**Data:**
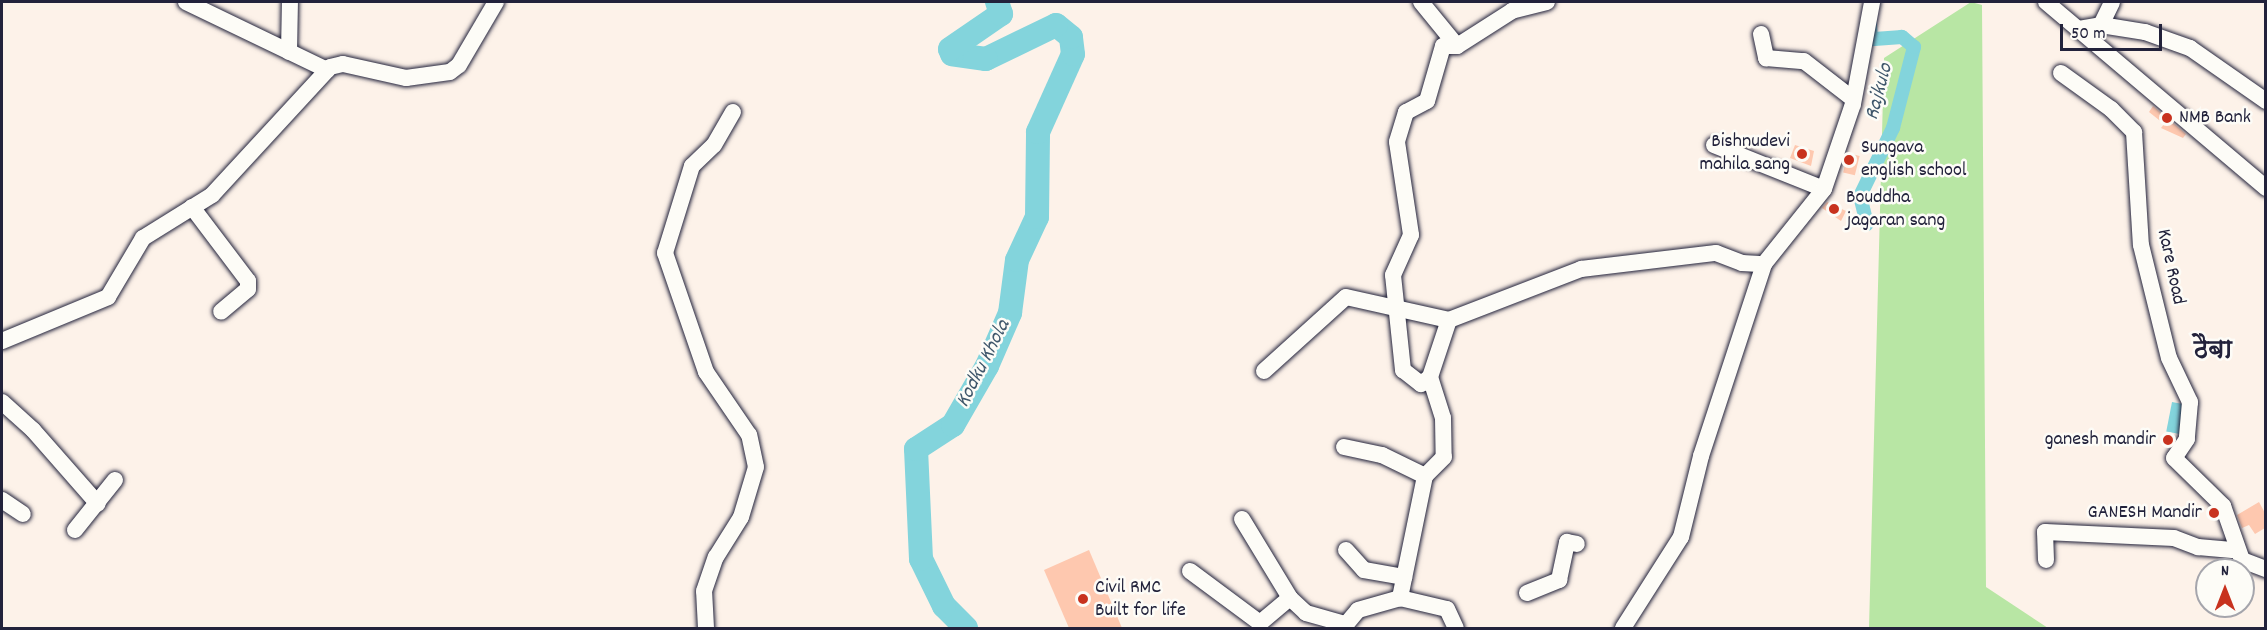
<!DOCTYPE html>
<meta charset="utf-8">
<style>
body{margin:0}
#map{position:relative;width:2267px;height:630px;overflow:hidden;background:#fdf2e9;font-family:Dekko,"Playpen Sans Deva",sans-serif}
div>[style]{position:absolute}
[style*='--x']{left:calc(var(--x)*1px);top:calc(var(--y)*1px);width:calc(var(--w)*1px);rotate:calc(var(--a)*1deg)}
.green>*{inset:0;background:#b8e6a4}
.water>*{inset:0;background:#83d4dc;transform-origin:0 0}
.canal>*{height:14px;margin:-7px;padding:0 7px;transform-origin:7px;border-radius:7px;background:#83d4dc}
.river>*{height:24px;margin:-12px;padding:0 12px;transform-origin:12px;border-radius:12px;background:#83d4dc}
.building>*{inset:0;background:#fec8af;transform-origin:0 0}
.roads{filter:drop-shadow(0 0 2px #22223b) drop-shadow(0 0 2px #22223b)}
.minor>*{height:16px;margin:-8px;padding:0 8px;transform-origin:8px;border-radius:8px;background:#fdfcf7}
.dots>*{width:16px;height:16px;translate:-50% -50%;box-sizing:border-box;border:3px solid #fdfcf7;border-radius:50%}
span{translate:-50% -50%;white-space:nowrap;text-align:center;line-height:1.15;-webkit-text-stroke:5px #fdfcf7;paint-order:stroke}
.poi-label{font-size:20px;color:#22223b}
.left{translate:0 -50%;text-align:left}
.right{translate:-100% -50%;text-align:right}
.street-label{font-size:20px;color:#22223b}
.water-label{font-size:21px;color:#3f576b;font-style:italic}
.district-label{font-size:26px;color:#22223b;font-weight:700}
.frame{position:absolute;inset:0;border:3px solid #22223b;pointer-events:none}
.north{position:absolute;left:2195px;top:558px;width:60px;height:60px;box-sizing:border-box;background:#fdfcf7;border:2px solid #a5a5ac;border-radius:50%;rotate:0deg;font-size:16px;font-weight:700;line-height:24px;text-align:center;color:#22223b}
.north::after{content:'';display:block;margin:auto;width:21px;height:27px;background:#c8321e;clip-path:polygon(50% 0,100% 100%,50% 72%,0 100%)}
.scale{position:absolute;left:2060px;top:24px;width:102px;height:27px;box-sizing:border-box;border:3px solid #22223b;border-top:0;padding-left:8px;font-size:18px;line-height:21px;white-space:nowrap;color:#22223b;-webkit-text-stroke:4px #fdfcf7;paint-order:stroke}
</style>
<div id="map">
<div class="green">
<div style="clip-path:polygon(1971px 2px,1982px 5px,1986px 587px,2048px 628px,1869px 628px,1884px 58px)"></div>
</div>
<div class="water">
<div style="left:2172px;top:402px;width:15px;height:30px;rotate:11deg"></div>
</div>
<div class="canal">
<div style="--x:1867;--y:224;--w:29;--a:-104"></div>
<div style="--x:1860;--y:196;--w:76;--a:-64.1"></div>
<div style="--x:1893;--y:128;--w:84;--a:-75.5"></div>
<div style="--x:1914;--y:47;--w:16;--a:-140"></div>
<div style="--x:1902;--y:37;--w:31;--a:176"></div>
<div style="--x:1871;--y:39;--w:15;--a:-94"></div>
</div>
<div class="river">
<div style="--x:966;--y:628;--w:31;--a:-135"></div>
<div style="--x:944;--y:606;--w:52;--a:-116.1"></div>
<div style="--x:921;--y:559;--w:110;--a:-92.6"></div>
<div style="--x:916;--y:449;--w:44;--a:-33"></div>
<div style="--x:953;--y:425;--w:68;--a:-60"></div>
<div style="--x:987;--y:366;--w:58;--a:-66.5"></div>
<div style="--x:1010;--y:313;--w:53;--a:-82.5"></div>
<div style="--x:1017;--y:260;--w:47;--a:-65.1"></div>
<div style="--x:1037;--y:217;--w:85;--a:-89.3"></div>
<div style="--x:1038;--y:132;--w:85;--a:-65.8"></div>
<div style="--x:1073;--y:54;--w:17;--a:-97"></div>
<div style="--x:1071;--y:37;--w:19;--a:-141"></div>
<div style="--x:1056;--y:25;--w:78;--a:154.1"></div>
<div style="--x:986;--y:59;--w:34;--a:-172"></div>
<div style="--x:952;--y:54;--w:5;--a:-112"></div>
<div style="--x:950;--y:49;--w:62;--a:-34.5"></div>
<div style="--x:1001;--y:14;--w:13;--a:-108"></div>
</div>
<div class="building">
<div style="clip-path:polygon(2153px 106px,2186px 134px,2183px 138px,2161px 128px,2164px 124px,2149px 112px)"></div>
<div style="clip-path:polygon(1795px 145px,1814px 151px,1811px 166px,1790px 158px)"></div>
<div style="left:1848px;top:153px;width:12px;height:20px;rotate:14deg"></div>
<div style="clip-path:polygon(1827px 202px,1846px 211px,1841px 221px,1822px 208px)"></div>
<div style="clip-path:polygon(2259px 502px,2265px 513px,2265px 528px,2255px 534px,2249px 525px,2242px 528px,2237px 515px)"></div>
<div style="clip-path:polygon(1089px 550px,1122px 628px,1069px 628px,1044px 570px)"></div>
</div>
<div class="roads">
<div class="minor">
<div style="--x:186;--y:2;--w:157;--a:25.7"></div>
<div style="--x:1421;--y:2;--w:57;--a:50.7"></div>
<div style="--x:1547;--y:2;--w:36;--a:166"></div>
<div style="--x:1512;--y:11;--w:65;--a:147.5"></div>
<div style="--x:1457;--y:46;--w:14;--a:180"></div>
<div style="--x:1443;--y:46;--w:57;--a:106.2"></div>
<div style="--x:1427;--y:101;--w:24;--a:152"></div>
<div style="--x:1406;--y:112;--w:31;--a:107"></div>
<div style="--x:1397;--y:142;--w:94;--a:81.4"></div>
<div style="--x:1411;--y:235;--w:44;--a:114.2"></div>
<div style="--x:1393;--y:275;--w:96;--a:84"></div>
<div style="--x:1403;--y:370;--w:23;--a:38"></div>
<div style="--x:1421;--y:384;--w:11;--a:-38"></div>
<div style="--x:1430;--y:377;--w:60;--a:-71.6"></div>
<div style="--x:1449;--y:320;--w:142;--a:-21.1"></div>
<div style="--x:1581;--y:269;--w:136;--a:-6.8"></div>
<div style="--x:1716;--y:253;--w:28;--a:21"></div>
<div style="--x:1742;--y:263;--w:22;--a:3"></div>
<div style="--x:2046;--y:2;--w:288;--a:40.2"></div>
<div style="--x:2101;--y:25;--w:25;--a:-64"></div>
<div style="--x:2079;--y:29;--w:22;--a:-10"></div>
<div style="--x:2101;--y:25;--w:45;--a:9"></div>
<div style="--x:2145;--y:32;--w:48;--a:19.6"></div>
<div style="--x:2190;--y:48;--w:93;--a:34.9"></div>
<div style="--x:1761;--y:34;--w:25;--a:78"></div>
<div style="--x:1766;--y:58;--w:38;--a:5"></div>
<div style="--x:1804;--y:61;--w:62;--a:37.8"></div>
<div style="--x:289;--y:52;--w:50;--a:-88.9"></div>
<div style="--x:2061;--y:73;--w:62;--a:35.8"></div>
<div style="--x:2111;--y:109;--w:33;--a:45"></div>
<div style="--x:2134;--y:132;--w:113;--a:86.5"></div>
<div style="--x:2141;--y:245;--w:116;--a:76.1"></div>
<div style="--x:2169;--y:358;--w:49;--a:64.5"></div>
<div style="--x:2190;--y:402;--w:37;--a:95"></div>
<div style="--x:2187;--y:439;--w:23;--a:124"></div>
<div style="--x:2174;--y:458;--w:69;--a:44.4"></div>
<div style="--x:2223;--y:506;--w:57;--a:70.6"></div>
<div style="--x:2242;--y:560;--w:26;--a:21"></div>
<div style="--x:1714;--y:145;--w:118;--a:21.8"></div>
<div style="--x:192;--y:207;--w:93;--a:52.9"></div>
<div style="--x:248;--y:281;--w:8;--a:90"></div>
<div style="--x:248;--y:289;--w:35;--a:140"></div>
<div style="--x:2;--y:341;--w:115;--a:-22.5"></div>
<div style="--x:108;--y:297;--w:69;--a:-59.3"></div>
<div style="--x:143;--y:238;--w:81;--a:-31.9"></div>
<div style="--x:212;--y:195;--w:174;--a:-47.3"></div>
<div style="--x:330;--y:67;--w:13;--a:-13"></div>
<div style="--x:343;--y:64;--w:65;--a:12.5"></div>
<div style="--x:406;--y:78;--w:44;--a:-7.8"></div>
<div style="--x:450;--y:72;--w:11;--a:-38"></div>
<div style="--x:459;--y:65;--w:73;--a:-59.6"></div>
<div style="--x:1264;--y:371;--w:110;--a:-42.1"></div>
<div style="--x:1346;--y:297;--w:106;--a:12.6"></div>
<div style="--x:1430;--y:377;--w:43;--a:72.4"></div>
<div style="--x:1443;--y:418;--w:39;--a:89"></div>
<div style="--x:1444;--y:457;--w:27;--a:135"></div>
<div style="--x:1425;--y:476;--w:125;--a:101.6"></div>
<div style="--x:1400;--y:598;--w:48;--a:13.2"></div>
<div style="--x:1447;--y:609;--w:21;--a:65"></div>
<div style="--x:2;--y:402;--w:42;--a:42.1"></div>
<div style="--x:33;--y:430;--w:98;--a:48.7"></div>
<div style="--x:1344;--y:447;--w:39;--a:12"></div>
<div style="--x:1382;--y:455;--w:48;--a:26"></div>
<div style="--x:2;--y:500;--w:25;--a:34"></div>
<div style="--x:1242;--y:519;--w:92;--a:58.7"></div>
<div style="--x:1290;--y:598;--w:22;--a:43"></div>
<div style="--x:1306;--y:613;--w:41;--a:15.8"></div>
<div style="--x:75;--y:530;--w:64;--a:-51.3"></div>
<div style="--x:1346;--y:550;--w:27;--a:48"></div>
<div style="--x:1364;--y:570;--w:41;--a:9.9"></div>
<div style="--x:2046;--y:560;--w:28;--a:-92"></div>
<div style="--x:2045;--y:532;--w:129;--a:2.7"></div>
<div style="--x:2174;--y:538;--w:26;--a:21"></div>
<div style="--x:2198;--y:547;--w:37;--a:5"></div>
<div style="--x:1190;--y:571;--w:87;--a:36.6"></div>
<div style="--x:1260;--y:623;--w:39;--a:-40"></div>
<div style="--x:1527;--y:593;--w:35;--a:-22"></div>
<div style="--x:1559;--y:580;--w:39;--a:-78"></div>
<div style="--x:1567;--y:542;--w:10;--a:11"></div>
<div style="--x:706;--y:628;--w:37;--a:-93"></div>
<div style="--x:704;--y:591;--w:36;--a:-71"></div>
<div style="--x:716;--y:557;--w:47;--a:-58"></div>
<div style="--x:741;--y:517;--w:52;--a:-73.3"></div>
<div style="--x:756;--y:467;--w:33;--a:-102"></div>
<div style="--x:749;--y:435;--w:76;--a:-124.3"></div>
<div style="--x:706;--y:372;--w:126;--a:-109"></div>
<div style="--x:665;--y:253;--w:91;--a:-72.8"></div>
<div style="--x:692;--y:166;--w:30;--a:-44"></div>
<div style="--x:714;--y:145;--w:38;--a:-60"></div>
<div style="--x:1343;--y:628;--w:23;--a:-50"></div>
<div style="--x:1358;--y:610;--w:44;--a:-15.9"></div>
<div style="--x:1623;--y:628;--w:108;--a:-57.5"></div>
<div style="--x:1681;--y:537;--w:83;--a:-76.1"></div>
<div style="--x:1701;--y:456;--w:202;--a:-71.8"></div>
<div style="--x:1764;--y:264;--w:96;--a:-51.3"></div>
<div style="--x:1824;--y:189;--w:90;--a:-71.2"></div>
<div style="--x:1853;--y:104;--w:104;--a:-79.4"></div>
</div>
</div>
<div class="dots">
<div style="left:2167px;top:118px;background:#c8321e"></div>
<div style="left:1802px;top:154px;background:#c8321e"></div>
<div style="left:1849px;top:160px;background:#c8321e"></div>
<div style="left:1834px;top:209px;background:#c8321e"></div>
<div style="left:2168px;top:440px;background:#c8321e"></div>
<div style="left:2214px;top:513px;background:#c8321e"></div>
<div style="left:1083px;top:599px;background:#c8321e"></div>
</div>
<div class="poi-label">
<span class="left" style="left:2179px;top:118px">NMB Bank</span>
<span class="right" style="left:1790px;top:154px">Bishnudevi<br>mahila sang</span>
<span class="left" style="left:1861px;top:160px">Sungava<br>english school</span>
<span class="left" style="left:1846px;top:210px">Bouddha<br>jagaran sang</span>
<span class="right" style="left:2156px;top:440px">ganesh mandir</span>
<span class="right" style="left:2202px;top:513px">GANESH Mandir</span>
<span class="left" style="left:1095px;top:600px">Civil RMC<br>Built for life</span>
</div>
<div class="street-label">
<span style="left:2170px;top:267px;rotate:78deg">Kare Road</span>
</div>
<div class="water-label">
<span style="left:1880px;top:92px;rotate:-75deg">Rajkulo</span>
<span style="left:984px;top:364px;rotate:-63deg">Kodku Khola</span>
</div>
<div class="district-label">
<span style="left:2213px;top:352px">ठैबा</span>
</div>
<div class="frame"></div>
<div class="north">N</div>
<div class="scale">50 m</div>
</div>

**Action item:** Go through the data line by line and say how many lines contain "center". Give the number alone.

**Result of this exercise:** 2